■ Task brief ■
Only the count should appear in your answer: how many lines of the data below contain the word "read"?

***** The records

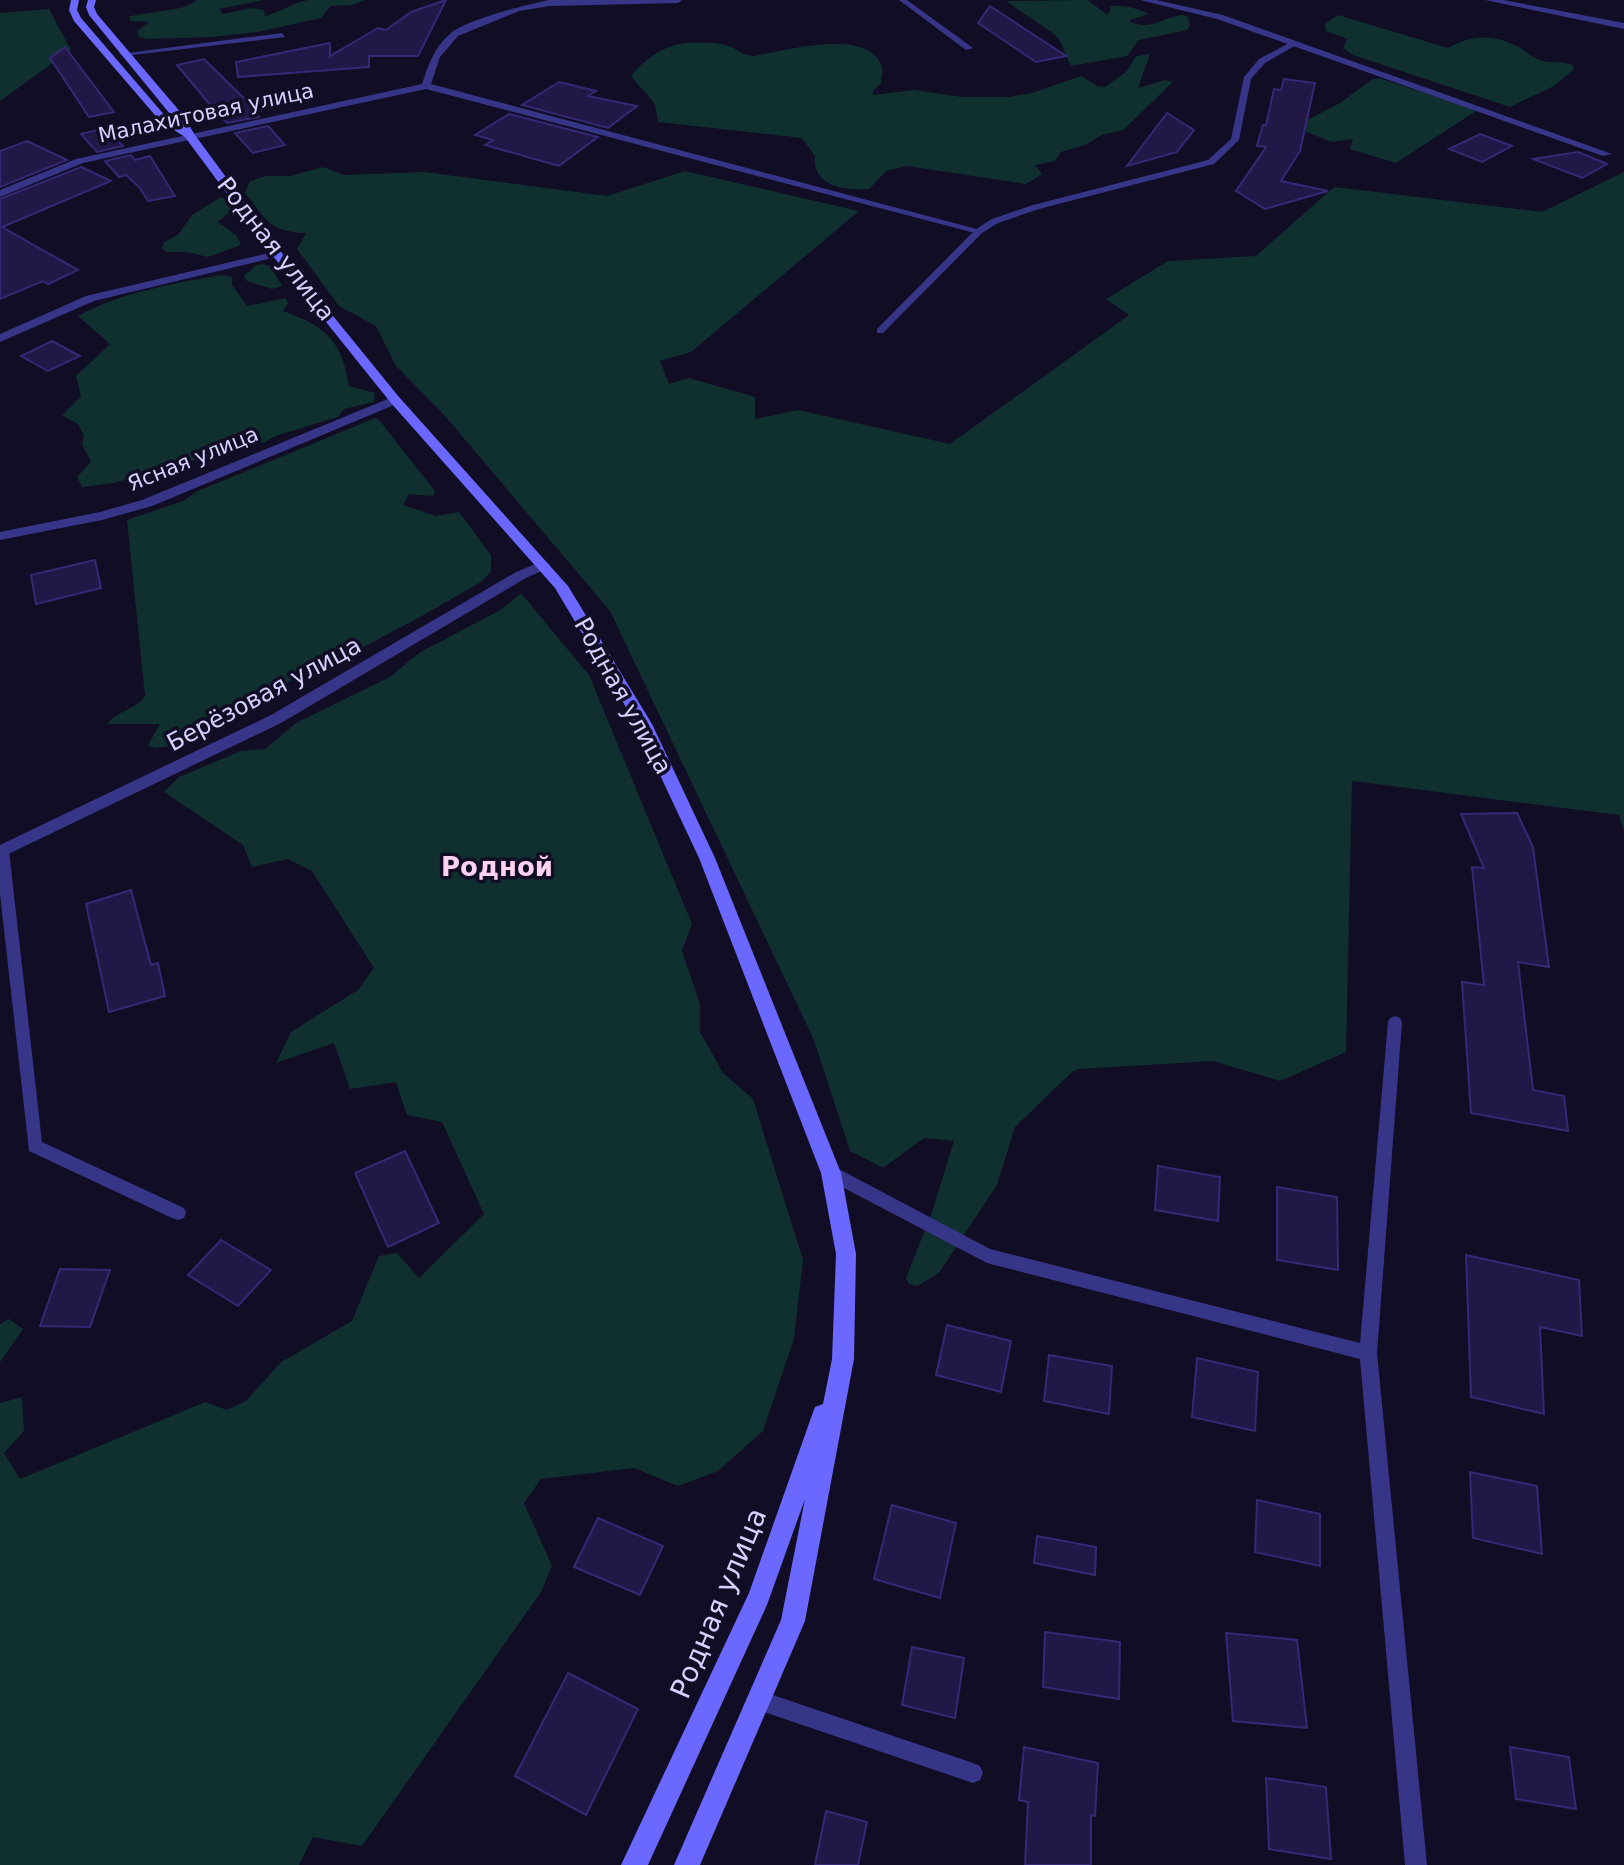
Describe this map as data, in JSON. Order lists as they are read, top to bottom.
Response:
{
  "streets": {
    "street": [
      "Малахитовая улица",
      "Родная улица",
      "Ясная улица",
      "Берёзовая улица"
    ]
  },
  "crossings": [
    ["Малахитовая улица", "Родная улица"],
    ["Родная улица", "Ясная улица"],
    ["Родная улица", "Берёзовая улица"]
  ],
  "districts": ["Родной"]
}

**********
***** The records

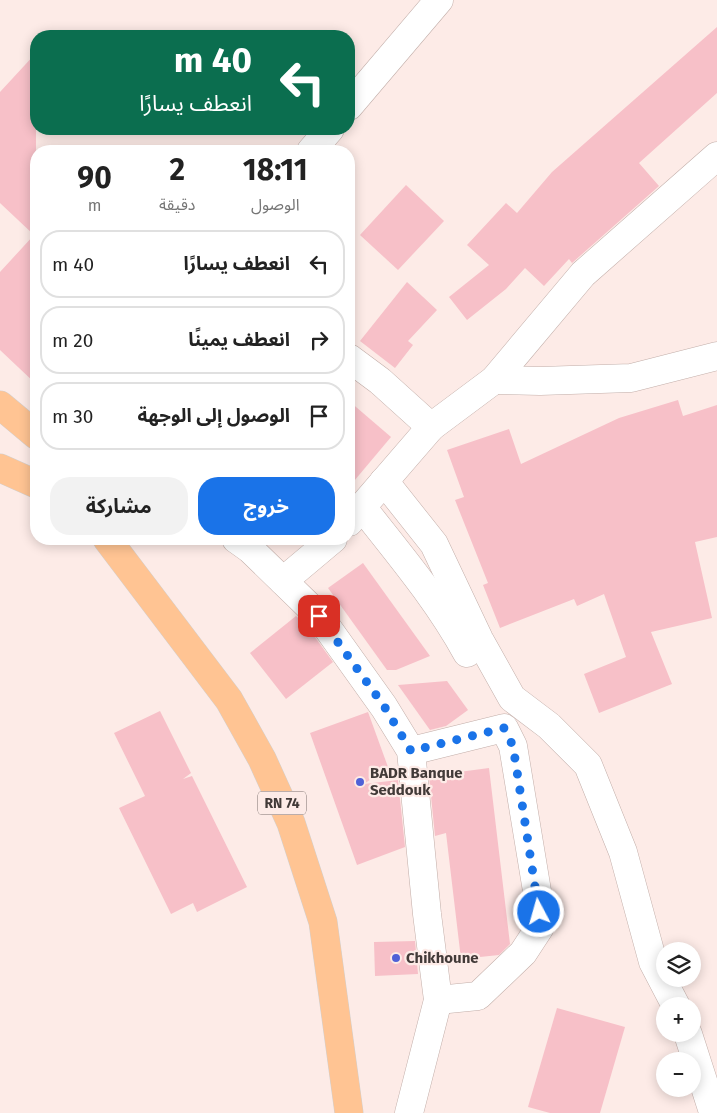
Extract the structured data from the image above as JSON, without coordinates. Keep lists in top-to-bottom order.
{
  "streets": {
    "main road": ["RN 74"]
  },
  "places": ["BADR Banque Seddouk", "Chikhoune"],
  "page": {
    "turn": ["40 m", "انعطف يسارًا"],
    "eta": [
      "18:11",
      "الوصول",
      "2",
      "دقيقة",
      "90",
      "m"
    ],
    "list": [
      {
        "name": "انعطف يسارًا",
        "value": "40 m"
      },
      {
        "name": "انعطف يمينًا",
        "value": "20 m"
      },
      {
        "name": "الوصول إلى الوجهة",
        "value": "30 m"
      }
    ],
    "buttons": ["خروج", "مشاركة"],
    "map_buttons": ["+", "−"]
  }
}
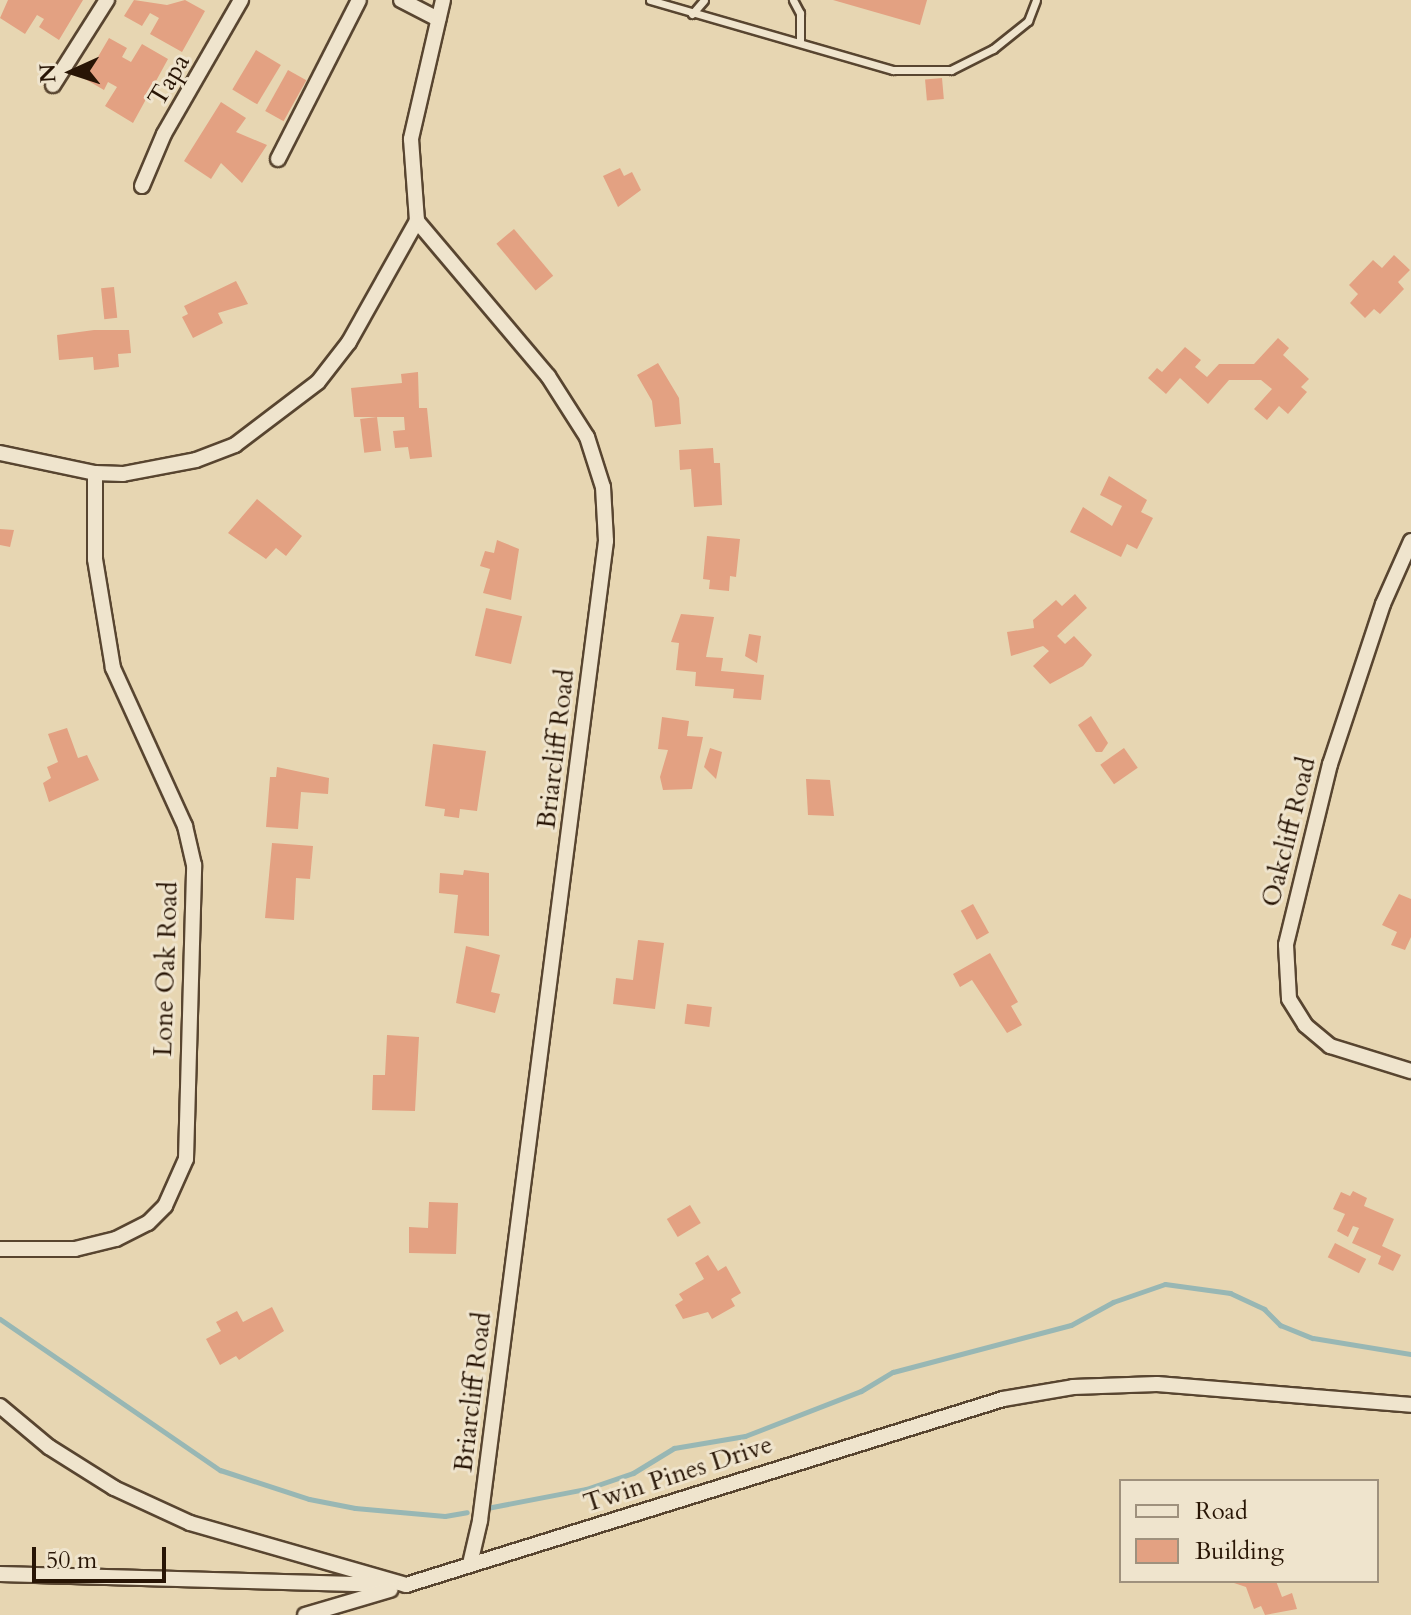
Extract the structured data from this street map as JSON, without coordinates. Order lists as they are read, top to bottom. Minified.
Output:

**********

■ Task output ■
2